* _Saved data entries_:
---*---
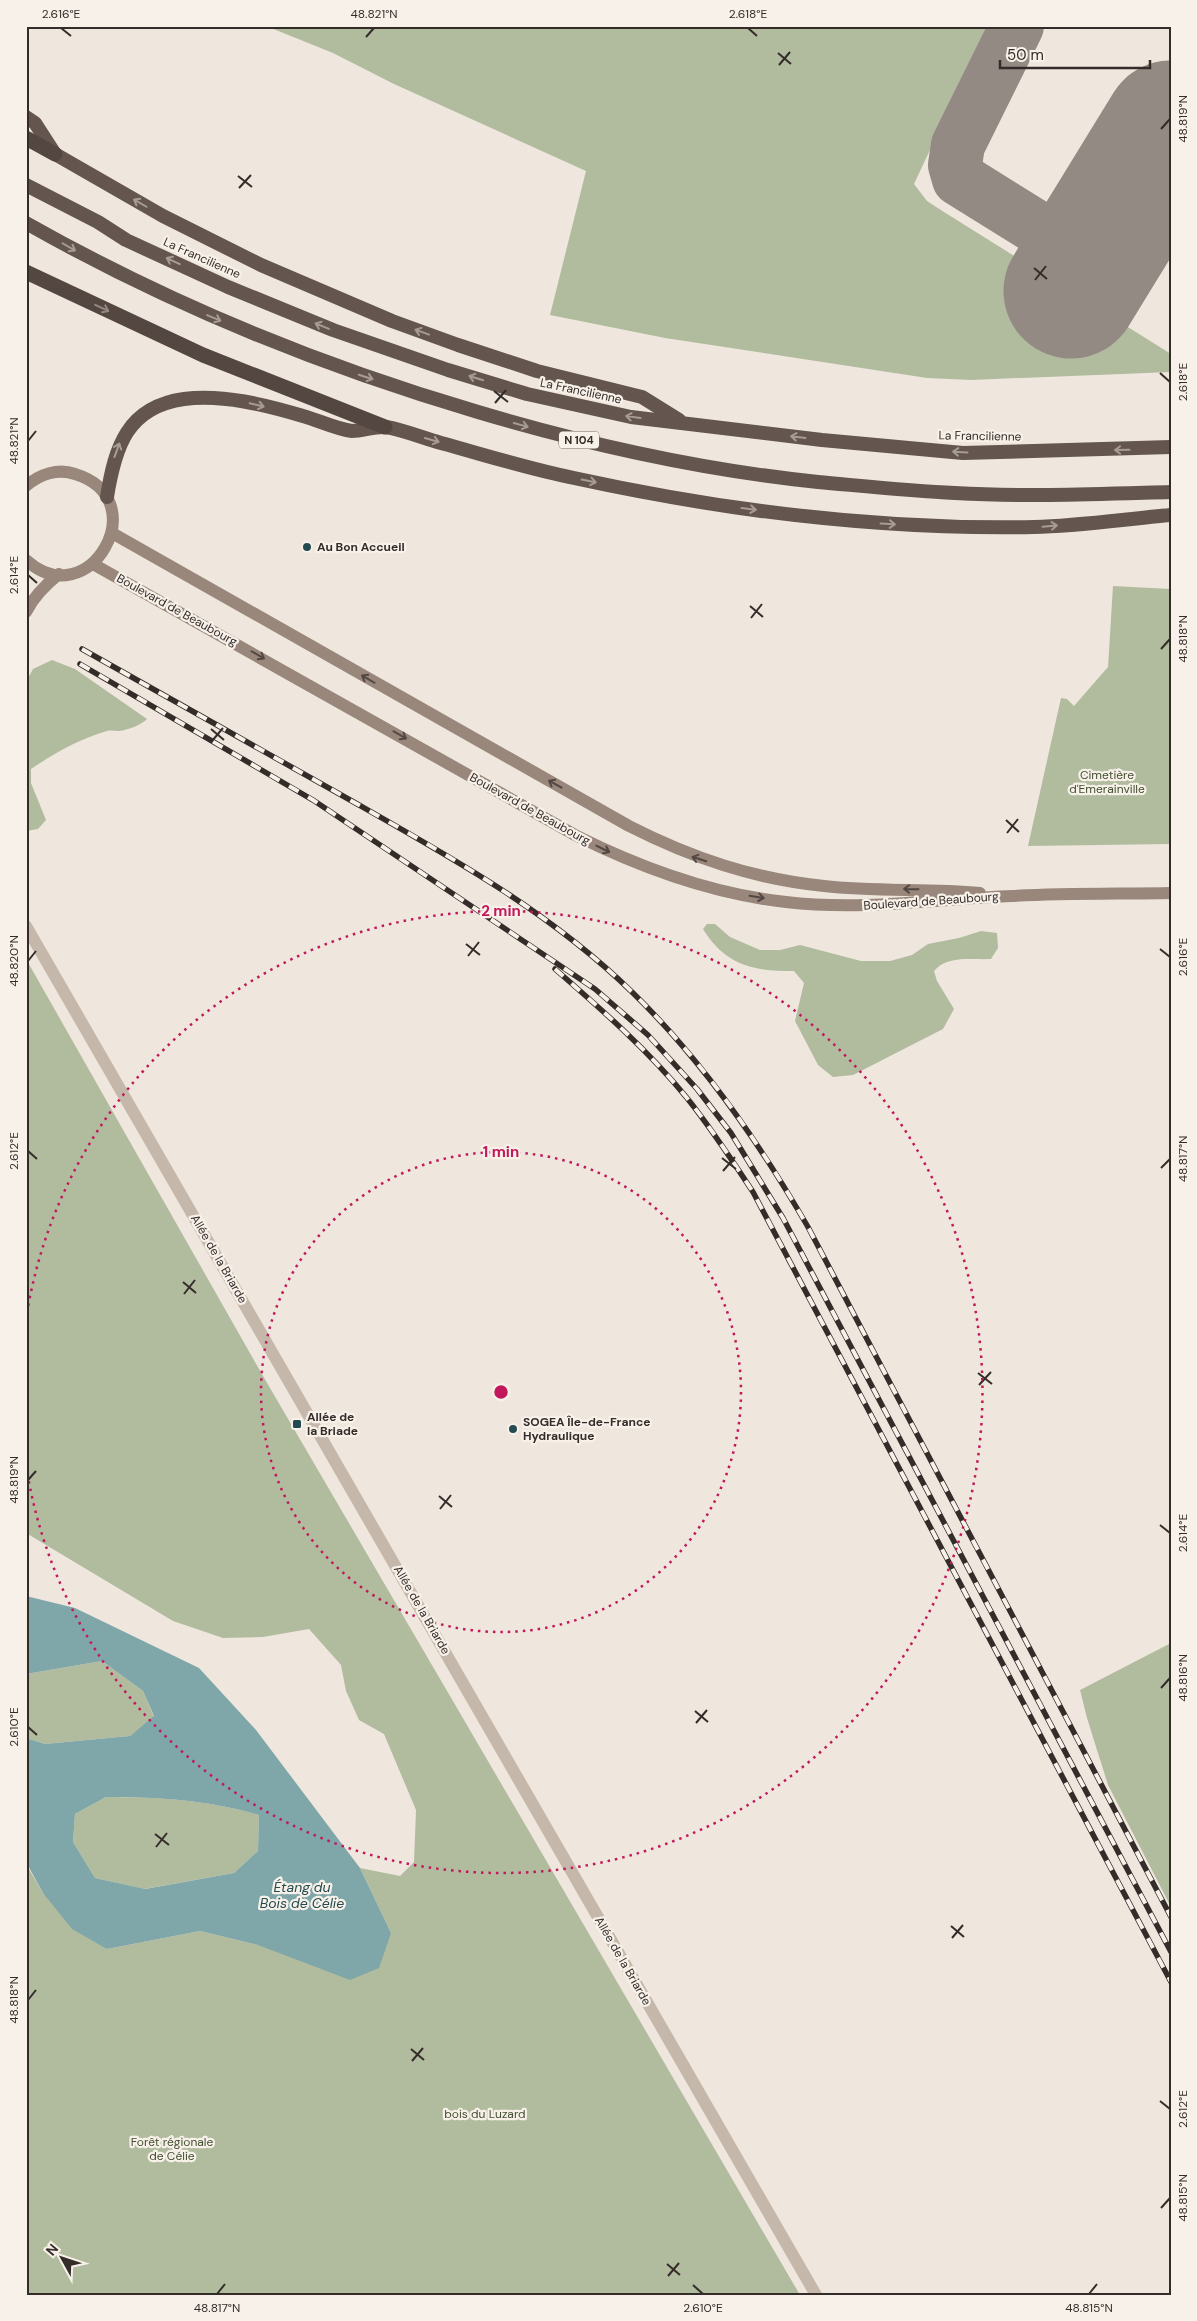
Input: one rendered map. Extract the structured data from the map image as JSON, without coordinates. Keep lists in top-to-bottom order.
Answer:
{
  "streets": {
    "highway": ["La Francilienne", "N 104"],
    "main road": ["Boulevard de Beaubourg"],
    "street": ["Allée de la Briarde"]
  },
  "water": ["Étang du Bois de Célie"],
  "parks": ["Cimetière d'Emerainville", "bois du Luzard", "Forêt régionale de Célie"],
  "places": {
    "other": ["Au Bon Accueil", "SOGEA Île-de-France Hydraulique"],
    "transit": ["Allée de la Briade"]
  },
  "scale_bar": "50 m",
  "north": "top left",
  "coordinates": [
    "2.616°E",
    "48.821°N",
    "2.618°E",
    "48.819°N",
    "2.614°E",
    "48.818°N",
    "48.820°N",
    "2.612°E",
    "48.817°N",
    "48.816°N",
    "2.610°E",
    "48.815°N"
  ],
  "rings": ["2 min", "1 min"]
}
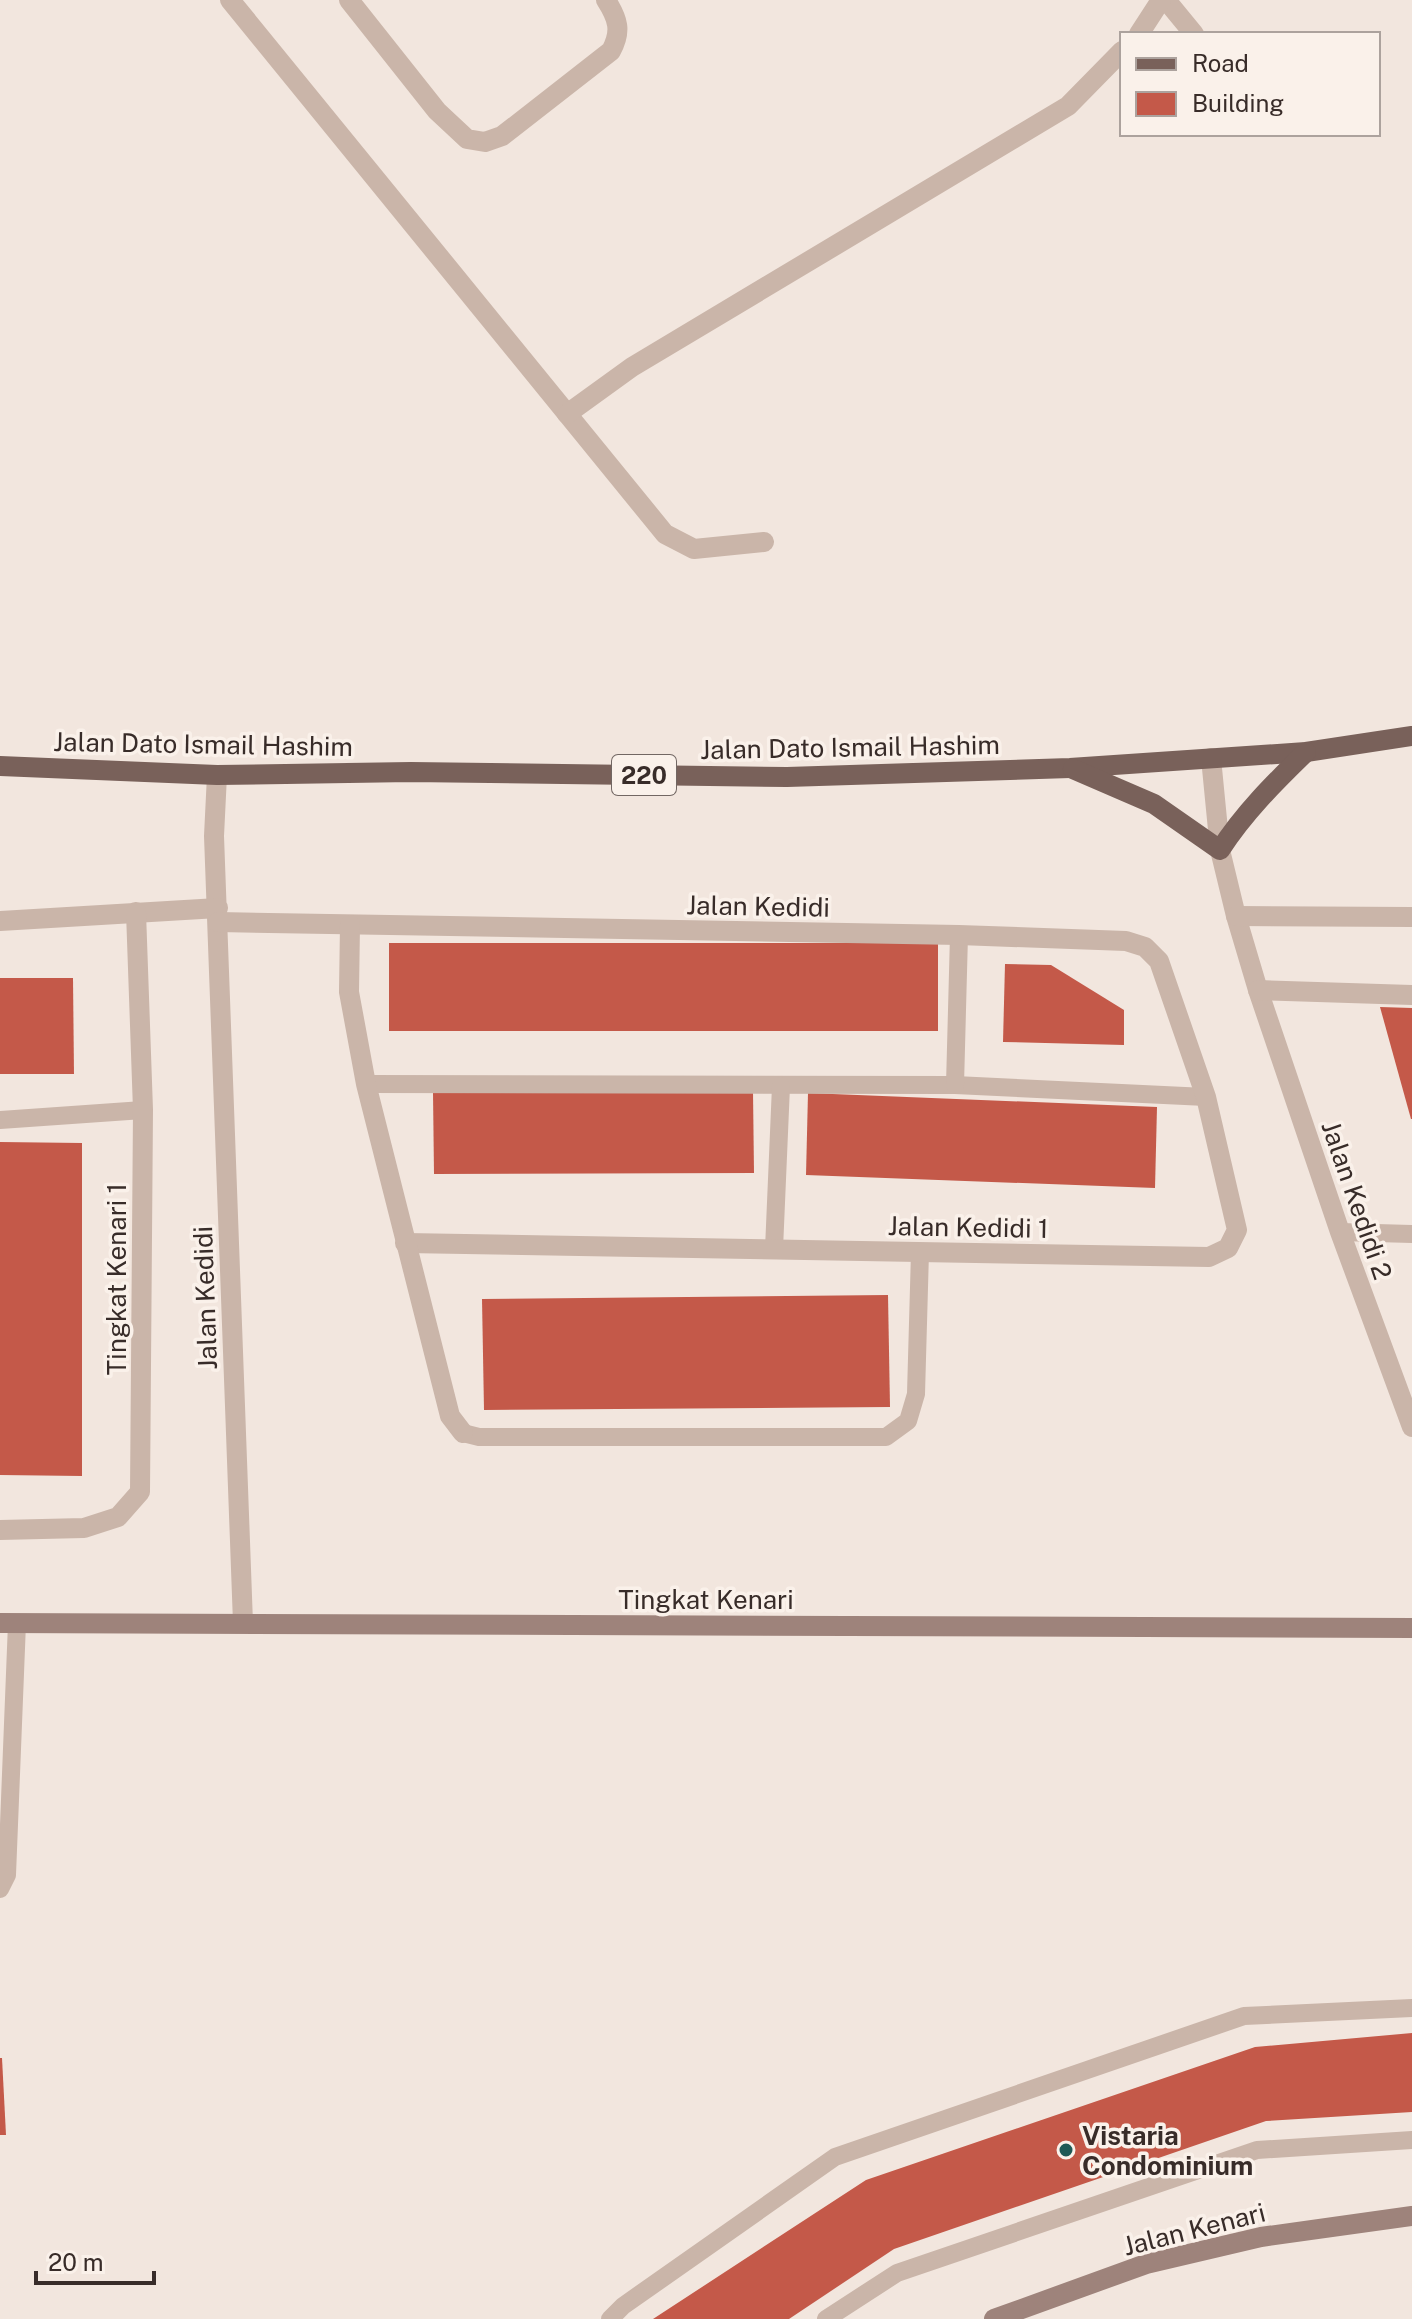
---*---
* _Directions for this task_:
Every entry above should come back exactly as written, except for its pictures.

* _Your response_:
Input: one rendered map. Extract the structured data from the map image as JSON, without coordinates. Keep lists in top-to-bottom order.
Answer:
{
  "streets": {
    "highway": ["La Francilienne", "N 104"],
    "main road": ["Boulevard de Beaubourg"],
    "street": ["Allée de la Briarde"]
  },
  "water": ["Étang du Bois de Célie"],
  "parks": ["Cimetière d'Emerainville", "bois du Luzard", "Forêt régionale de Célie"],
  "places": {
    "other": ["Au Bon Accueil", "SOGEA Île-de-France Hydraulique"],
    "transit": ["Allée de la Briade"]
  },
  "scale_bar": "50 m",
  "north": "top left",
  "coordinates": [
    "2.616°E",
    "48.821°N",
    "2.618°E",
    "48.819°N",
    "2.614°E",
    "48.818°N",
    "48.820°N",
    "2.612°E",
    "48.817°N",
    "48.816°N",
    "2.610°E",
    "48.815°N"
  ],
  "rings": ["2 min", "1 min"]
}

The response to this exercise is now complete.